A quest’ultimo ambito vanno certamente ricondotte le disposizioni, sostanzialmente afferenti alla materia urbanistica ed edilizia (indipendentemente dalla collocazione formale) che, al fine di garantire la generale salubrità degli ambienti di vita e di lavoro (ferme restando le discipline relative a specifiche attività e di tutela dei lavoratori), impongono condizioni minime per l’abitabilità ed agibilità degli edifici, requisiti di sicurezza per la loro utilizzazione e rapporti minimi di aerazione ed illuminazione dei locali o che, come in questo caso, impediscono di oscurare con manufatti pubblicitari le facciate degli edifici munite di porte e finestre.
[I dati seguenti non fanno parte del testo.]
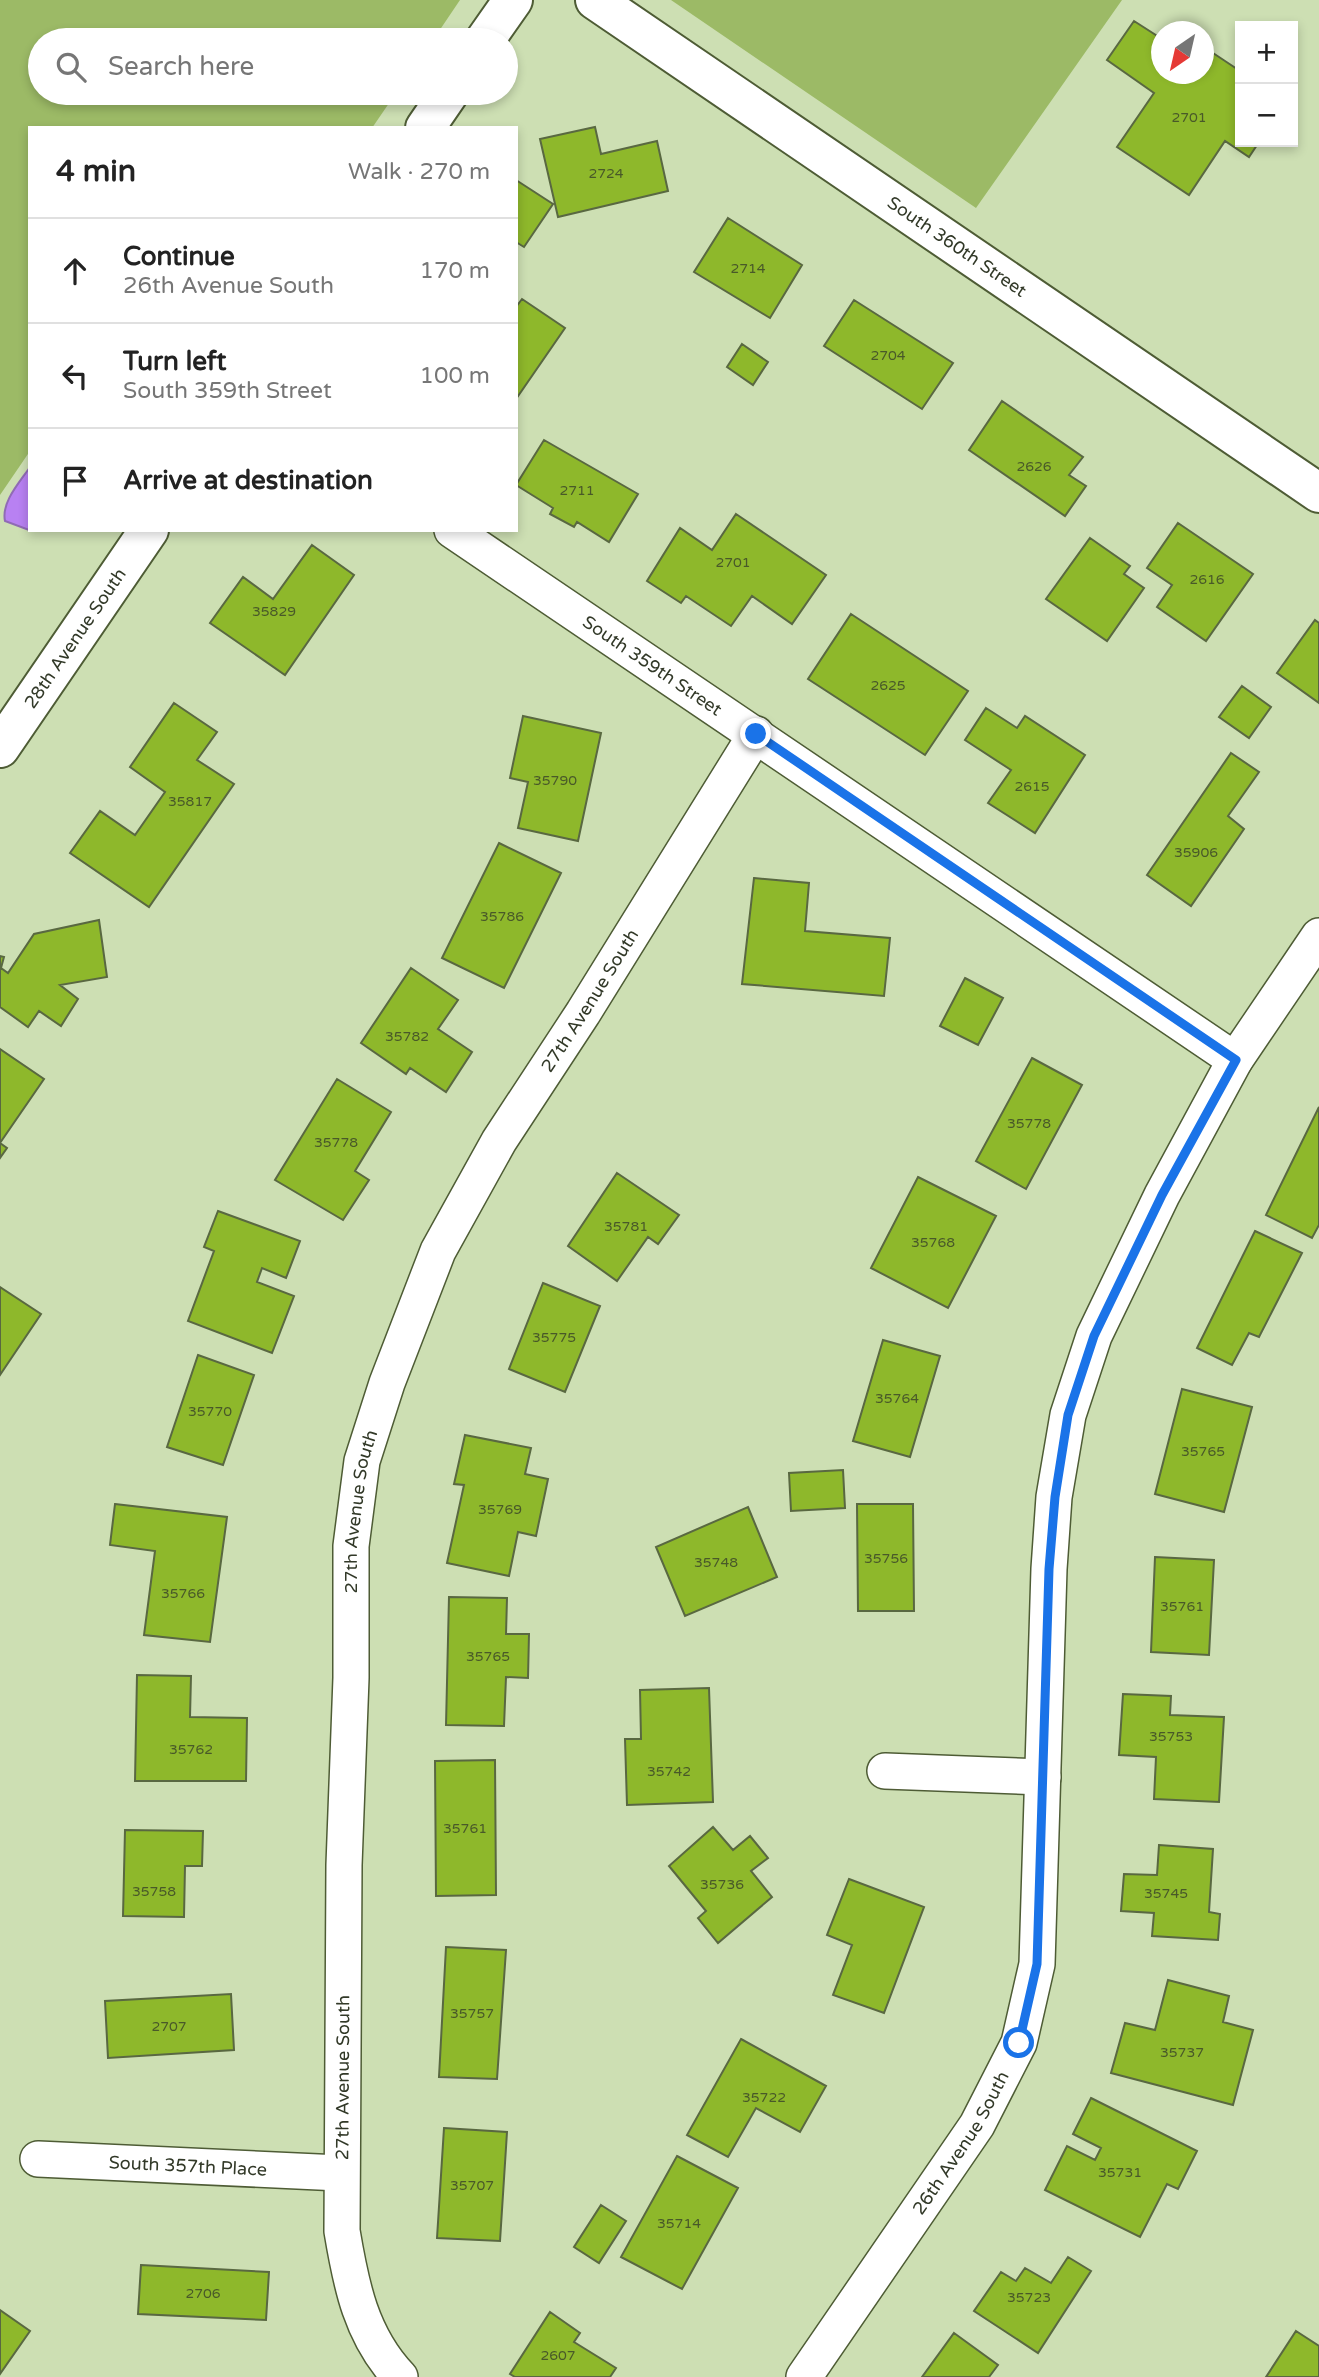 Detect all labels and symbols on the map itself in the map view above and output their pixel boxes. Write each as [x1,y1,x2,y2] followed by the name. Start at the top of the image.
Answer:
[1151,21,1214,84] north arrow
[1171,109,1207,126] house number: 2701
[588,165,624,182] house number: 2724
[883,191,1031,302] street label: South 360th Street
[730,260,766,277] house number: 2714
[870,347,906,364] house number: 2704
[1016,458,1052,475] house number: 2626
[559,482,595,499] house number: 2711
[715,554,751,571] house number: 2701
[19,564,131,713] street label: 28th Avenue South
[1189,571,1225,588] house number: 2616
[252,603,296,620] house number: 35829
[579,611,726,721] street label: South 359th Street
[870,677,906,694] house number: 2625
[740,718,771,749] route end
[533,772,577,789] house number: 35790
[1014,778,1050,795] house number: 2615
[168,793,212,810] house number: 35817
[1174,844,1218,861] house number: 35906
[480,908,524,925] house number: 35786
[536,925,643,1076] street label: 27th Avenue South
[385,1028,429,1045] house number: 35782
[1007,1115,1051,1132] house number: 35778
[314,1134,358,1151] house number: 35778
[604,1218,648,1235] house number: 35781
[911,1234,955,1251] house number: 35768
[532,1329,576,1346] house number: 35775
[875,1390,919,1407] house number: 35764
[188,1403,232,1420] house number: 35770
[340,1427,382,1593] street label: 27th Avenue South
[1181,1443,1225,1460] house number: 35765
[478,1501,522,1518] house number: 35769
[864,1550,908,1567] house number: 35756
[694,1554,738,1571] house number: 35748
[161,1585,205,1602] house number: 35766
[1160,1598,1204,1615] house number: 35761
[466,1648,510,1665] house number: 35765
[1149,1728,1193,1745] house number: 35753
[169,1741,213,1758] house number: 35762
[647,1763,691,1780] house number: 35742
[443,1820,487,1837] house number: 35761
[700,1876,744,1893] house number: 35736
[132,1883,176,1900] house number: 35758
[1144,1885,1188,1902] house number: 35745
[331,1995,354,2160] street label: 27th Avenue South
[450,2005,494,2022] house number: 35757
[151,2018,187,2035] house number: 2707
[1003,2027,1034,2058] route start
[1160,2044,1204,2061] house number: 35737
[908,2068,1014,2219] street label: 26th Avenue South
[742,2089,786,2106] house number: 35722
[108,2151,267,2181] street label: South 357th Place
[1098,2164,1142,2181] house number: 35731
[450,2177,494,2194] house number: 35707
[657,2215,701,2232] house number: 35714
[185,2285,221,2302] house number: 2706
[1007,2289,1051,2306] house number: 35723
[540,2347,576,2364] house number: 2607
Secondo la predetta ricostruzione, appare evidente la applicabilità dello strumento dell’analogia legis alla fattispecie controversa, considerato che per entrambe le tipologie di mezzi pubblicitari qui in esame vale non solo la similitudine delle circostanze di fatto, bensì anche, ed in primo luogo, la eadem ratio perseguita dalla norma, come sopra interpretata alla luce del proprio sistema costituzionale ed ordinamentale di riferimento.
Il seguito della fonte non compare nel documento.